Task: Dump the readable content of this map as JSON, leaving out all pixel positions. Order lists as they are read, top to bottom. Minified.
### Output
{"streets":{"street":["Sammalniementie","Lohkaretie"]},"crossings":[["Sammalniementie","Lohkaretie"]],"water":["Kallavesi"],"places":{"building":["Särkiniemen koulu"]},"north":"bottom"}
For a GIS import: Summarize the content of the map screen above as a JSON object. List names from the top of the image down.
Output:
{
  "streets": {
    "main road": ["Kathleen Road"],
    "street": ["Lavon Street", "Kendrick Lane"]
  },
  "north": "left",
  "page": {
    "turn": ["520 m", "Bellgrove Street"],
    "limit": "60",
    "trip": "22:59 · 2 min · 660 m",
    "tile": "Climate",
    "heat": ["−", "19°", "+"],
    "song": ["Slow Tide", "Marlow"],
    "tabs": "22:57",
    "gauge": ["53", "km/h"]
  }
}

* * *

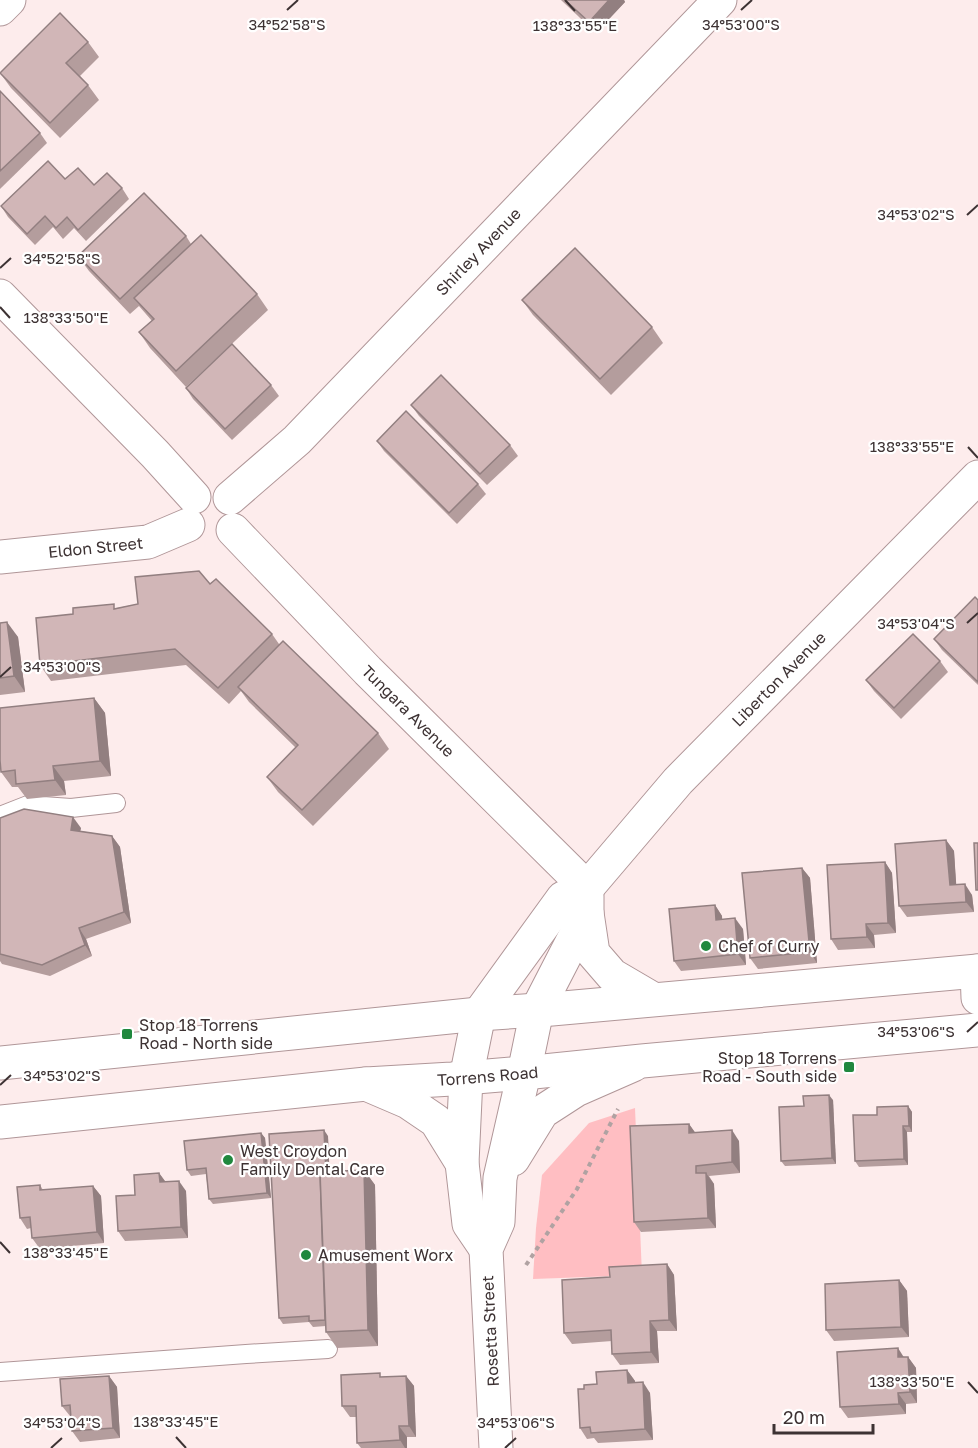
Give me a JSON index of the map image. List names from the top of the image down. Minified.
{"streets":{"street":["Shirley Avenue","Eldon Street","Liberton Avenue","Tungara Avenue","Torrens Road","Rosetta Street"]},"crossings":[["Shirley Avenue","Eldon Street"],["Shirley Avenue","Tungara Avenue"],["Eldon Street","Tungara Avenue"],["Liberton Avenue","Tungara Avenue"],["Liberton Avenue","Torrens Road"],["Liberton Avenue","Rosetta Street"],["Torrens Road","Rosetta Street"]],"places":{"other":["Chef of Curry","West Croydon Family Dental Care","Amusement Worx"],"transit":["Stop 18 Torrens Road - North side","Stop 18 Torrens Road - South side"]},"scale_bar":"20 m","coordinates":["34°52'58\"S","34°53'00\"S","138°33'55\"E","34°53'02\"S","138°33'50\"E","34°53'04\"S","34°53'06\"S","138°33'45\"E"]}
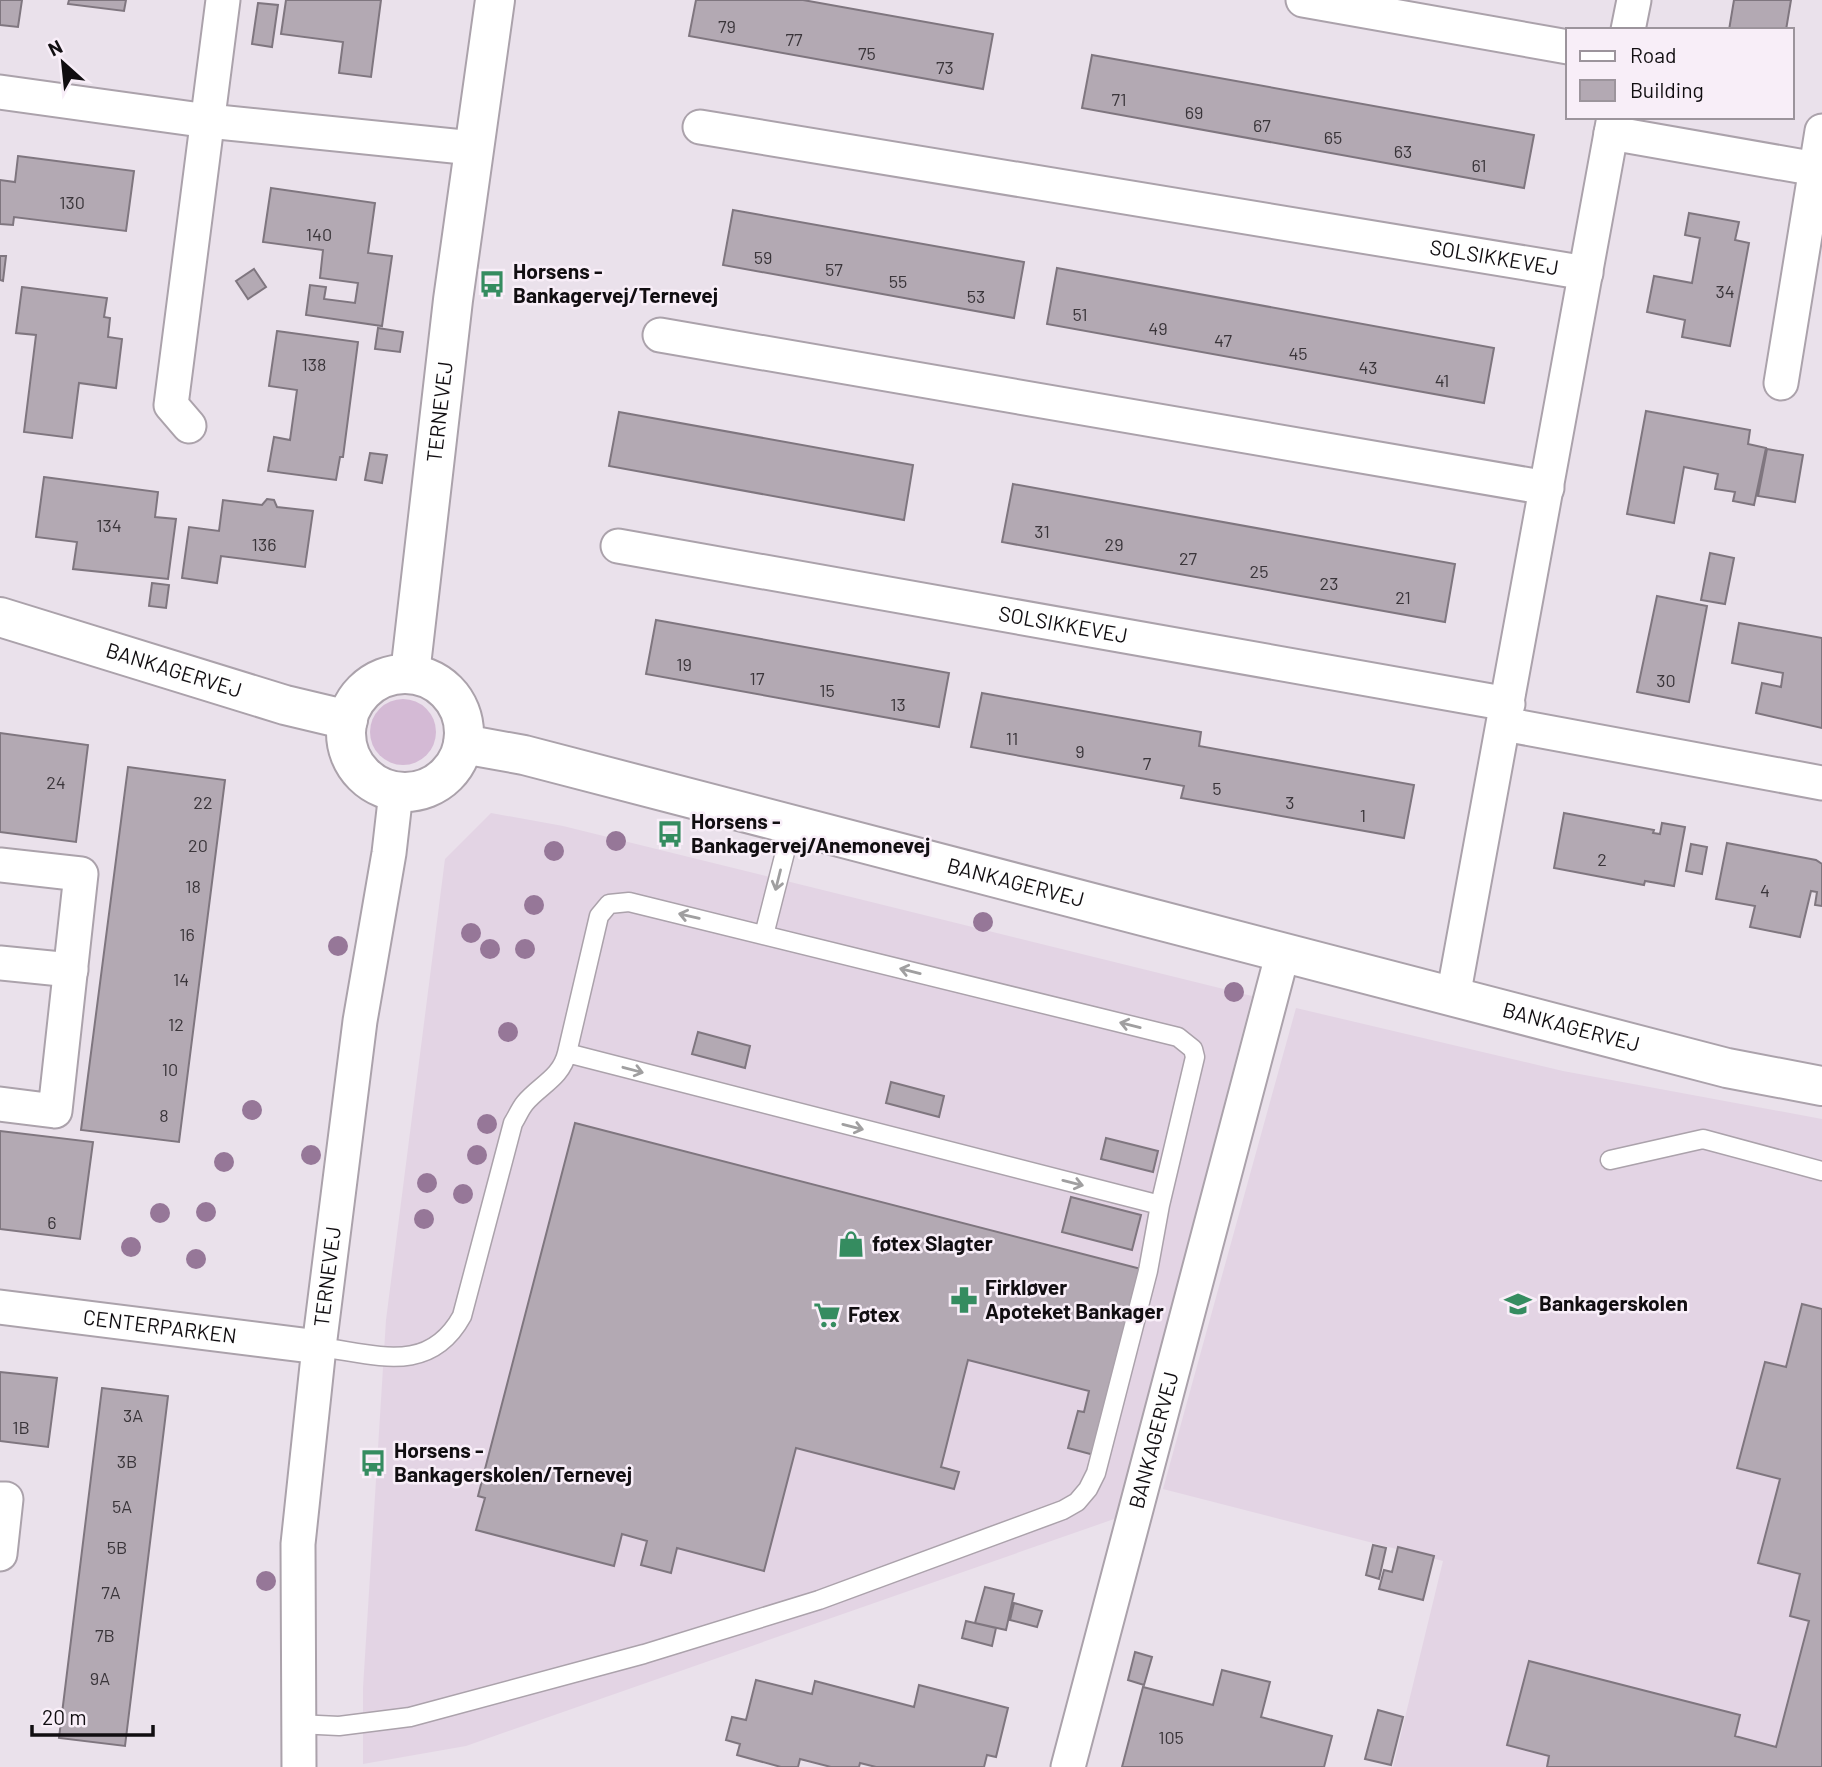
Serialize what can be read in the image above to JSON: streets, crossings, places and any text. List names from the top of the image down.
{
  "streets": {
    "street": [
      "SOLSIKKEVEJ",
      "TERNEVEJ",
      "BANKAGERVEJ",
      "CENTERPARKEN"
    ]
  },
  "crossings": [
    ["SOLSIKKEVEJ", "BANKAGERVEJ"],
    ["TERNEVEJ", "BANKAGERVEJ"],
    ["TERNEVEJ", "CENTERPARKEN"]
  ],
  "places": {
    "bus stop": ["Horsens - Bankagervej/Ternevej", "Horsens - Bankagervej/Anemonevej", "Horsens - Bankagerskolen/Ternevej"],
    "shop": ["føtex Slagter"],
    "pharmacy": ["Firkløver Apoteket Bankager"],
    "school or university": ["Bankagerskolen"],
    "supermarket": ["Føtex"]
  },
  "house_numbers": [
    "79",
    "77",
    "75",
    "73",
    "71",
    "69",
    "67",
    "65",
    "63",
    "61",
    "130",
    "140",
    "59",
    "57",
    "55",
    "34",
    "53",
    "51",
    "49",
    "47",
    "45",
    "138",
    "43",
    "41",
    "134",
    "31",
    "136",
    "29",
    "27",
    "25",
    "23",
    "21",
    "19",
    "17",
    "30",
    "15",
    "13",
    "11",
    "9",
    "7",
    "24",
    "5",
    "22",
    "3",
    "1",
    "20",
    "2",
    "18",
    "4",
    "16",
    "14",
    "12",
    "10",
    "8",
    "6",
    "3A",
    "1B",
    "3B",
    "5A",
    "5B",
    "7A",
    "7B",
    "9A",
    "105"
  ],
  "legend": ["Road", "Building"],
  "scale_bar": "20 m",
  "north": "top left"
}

==

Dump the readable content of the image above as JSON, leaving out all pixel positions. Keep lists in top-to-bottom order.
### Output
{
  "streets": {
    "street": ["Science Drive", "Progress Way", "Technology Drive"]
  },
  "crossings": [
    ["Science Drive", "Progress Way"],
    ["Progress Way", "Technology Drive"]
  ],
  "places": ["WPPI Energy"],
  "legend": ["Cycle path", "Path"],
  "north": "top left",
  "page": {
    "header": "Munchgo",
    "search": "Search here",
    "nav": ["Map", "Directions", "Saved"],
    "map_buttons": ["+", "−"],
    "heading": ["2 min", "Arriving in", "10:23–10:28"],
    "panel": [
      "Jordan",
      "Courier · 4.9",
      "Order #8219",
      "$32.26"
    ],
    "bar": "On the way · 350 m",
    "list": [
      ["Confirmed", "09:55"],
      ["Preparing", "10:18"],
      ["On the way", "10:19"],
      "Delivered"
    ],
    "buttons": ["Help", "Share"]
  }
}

What you have to do –
Your answer should be each line from the entries that includes the string "Dump".

Exercise response –
Task: Dump the readable content of this map as JSON, leaving out all pixel positions. Order lists as they are read, top to bottom. Minified.
Dump the readable content of the image above as JSON, leaving out all pixel positions. Keep lists in top-to-bottom order.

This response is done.